Court TV and C-SPAN also requested the lifting of the ban to help ensure a “fair trial.” Of course the judge, jury and people present wouldn’t make sure of that, but the home audience could act as watchdog for any sneaky antics being pulled by the prosecution.This is just another step by certain areas of the media to run up their numbers by sensationalizing an event that has affected so many.

Transcripts from each day are going to be posted on the Internet. Newspaper reporters are going to be present to watch and record what they see. There will be a wealth of information for us to gobble up, just not a live feed from inside the courtroom.

I say forget the trial. Let’s give the public what they really want. Let’s skip straight to the execution; that’s what everyone is really interested after all – seeing vengeance . er . justice done.

Regular cable just won’t do. After all, with so many out for blood, it would be a missed opportunity if the government didn’t find a way to cash in, and the quickest way to do that is on Pay-Per-View.

Now we can satisfy both political parties. Using the money from the event and channel it into Social Security, or any other programs that are slowly running themselves dry.

I’m all for the death penalty, but if I’m paying $39.95 I’m gonna want my money’s worth.

As desensitized as the public is, though, something new will have to be thought up. Current forms of capital punishment don’t last long enough, aren’t painful enough or are just downright boring; something much like “The Running Man” is only a short step away.

There will be those who say criminals have the freedom from cruel and unusual punishment. This is easily resolved. The death penalty has already been used often enough that we have set the bar that it isn’t a cruel punishment.

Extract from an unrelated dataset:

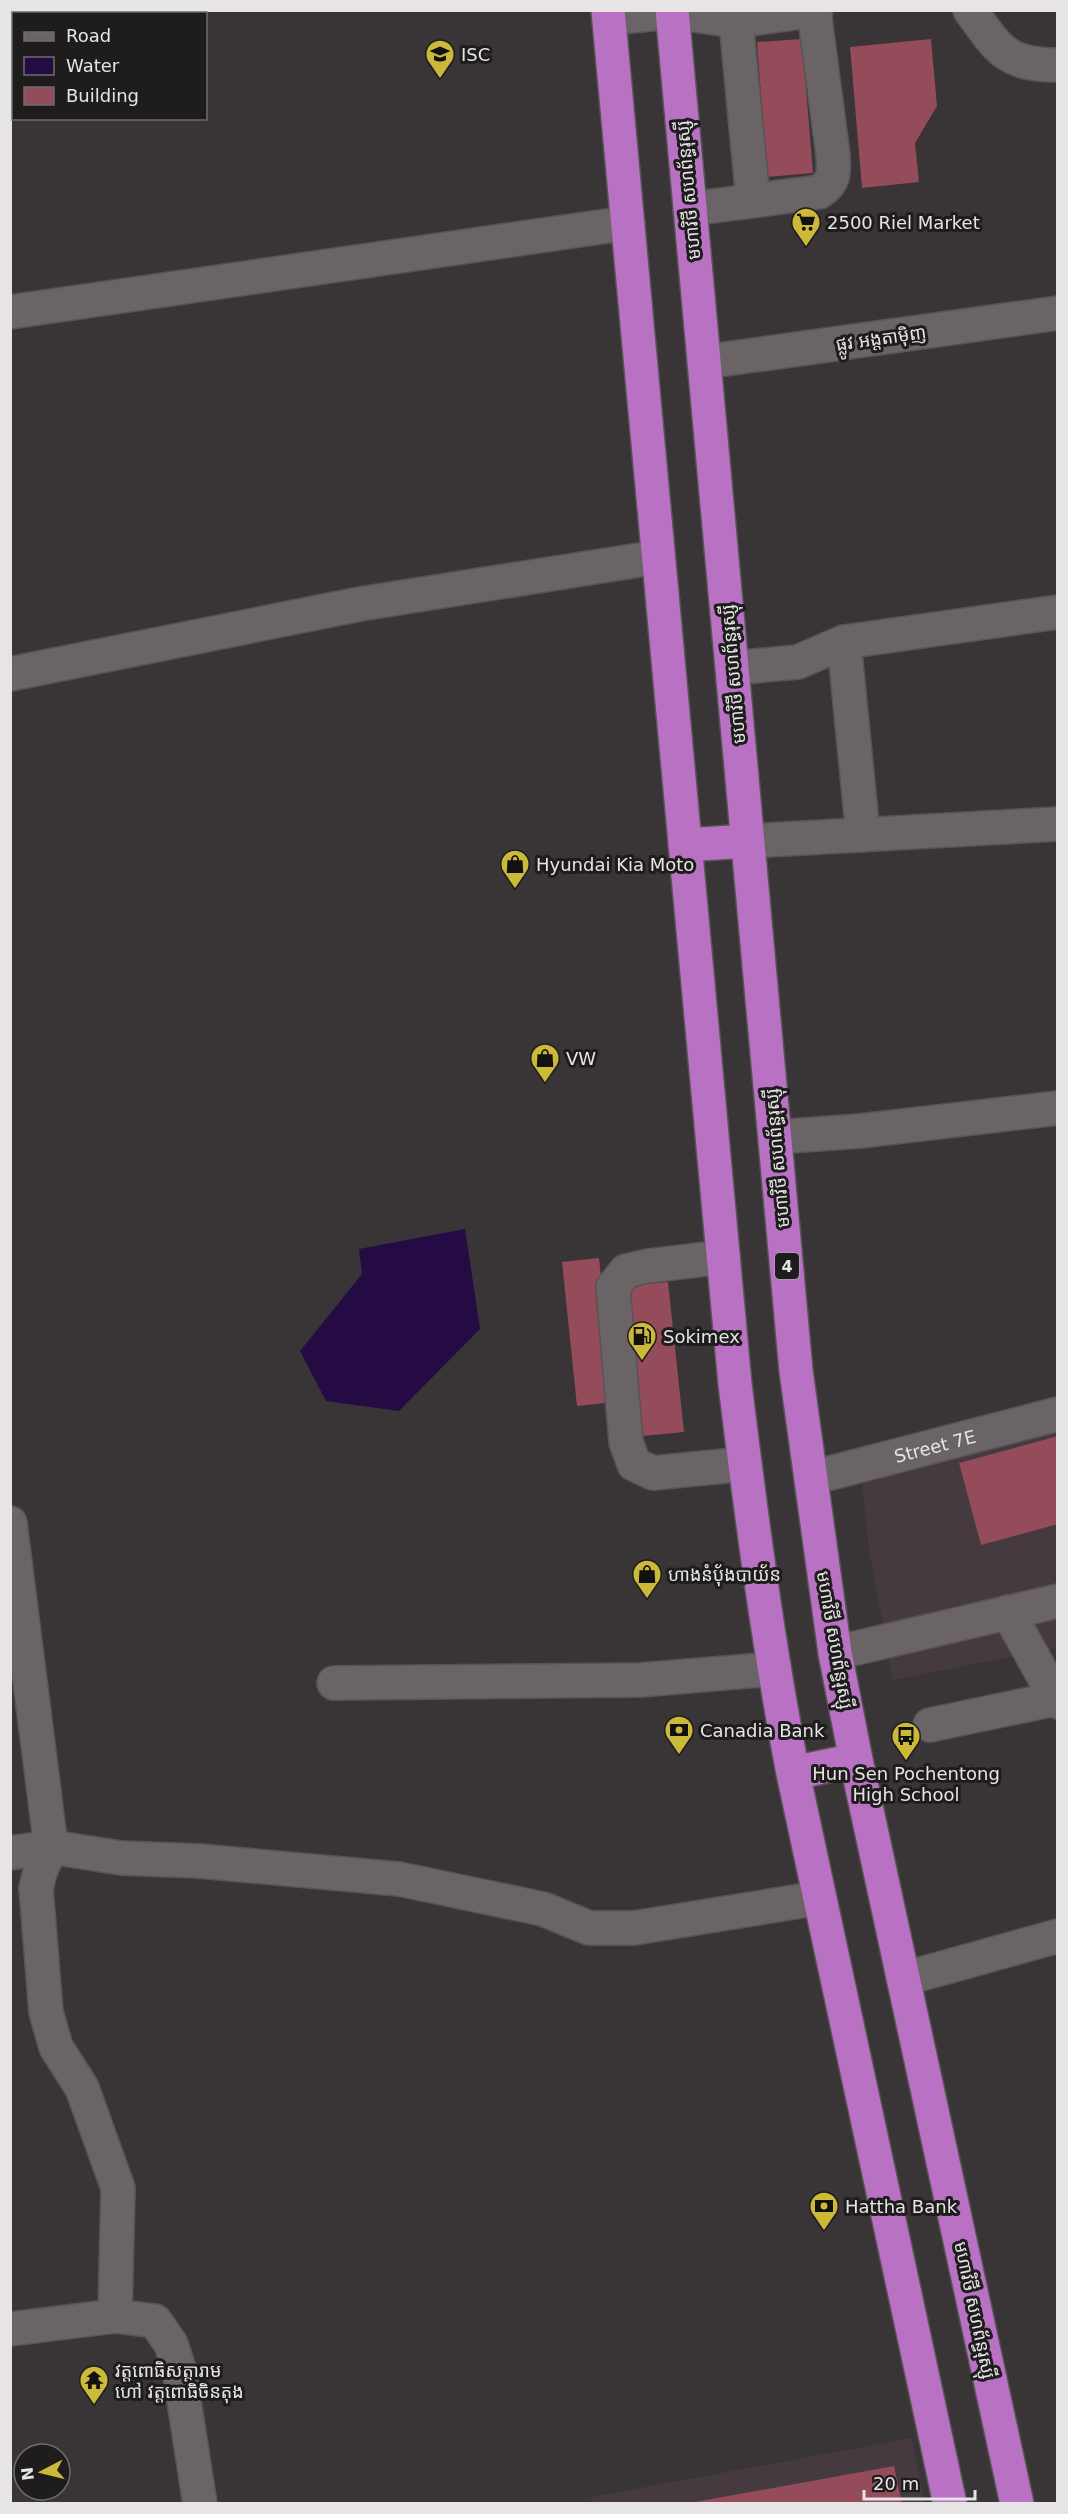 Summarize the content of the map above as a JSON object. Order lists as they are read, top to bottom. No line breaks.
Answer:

At first this may seem unusual, but once we have decided on this course of action, there really isn’t anything unusual about it. So it all works out as far as the constitution is concerned.

It may seem a bit over the top, but is it really that hard to imagine? Two television channels dedicated to bringing the real world into our lives ignore the possible harm they could do by making witnesses targets.

We should all be glad Judge Brinkema valued the lives of witnesses over the entertainment of the public. We can all be rest assured that justice will be done though the normal channels and not tried over the boob tube.

Blaine Moyle is a senior in English and secondary education from Des Moines.